### How to complete this task
In the material below, which lines hold the word "Pool"? Pick each one out.

### Excerpted records
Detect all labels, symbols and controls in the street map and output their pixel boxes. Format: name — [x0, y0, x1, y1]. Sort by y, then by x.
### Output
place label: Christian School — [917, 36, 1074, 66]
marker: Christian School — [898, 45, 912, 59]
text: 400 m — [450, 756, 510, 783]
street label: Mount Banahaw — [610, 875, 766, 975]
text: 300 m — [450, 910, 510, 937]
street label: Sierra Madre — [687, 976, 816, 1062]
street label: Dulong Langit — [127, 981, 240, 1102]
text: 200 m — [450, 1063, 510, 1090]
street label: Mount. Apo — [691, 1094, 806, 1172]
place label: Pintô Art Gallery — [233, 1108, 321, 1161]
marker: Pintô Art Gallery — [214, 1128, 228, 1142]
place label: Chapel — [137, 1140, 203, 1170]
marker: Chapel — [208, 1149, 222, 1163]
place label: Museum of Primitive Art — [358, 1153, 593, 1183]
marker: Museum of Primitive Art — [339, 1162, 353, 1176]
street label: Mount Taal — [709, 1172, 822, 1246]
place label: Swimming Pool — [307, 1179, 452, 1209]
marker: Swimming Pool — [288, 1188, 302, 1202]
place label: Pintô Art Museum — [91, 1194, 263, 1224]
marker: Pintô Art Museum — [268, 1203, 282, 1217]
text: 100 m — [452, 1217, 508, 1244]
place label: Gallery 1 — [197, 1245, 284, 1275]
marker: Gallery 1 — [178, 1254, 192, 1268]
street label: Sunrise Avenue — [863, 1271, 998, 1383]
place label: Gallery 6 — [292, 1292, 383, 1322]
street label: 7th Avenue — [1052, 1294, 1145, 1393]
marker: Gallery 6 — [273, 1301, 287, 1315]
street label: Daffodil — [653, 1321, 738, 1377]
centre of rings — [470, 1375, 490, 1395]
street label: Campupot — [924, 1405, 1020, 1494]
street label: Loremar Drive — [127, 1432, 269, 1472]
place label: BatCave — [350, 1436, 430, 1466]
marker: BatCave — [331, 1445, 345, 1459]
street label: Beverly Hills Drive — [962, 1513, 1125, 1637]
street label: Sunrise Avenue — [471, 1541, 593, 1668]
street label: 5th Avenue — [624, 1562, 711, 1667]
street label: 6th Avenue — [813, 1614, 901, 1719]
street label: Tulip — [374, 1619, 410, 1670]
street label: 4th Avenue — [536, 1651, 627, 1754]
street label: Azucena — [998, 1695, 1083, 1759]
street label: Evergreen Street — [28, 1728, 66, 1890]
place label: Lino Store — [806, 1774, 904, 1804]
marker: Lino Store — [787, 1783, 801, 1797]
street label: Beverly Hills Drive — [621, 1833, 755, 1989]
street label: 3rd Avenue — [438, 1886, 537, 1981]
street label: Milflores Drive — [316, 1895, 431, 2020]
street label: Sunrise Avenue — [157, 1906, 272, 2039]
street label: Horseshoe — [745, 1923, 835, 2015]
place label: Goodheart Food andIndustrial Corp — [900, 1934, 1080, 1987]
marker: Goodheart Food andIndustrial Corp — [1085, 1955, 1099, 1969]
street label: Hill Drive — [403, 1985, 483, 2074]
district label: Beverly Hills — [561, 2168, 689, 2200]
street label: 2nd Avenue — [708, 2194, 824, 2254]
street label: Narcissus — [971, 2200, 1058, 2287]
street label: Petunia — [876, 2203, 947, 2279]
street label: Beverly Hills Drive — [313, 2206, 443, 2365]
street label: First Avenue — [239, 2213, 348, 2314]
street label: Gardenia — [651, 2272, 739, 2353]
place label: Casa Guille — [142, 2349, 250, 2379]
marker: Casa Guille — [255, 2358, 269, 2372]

### Expected output
place label: Swimming Pool — [307, 1179, 452, 1209]
marker: Swimming Pool — [288, 1188, 302, 1202]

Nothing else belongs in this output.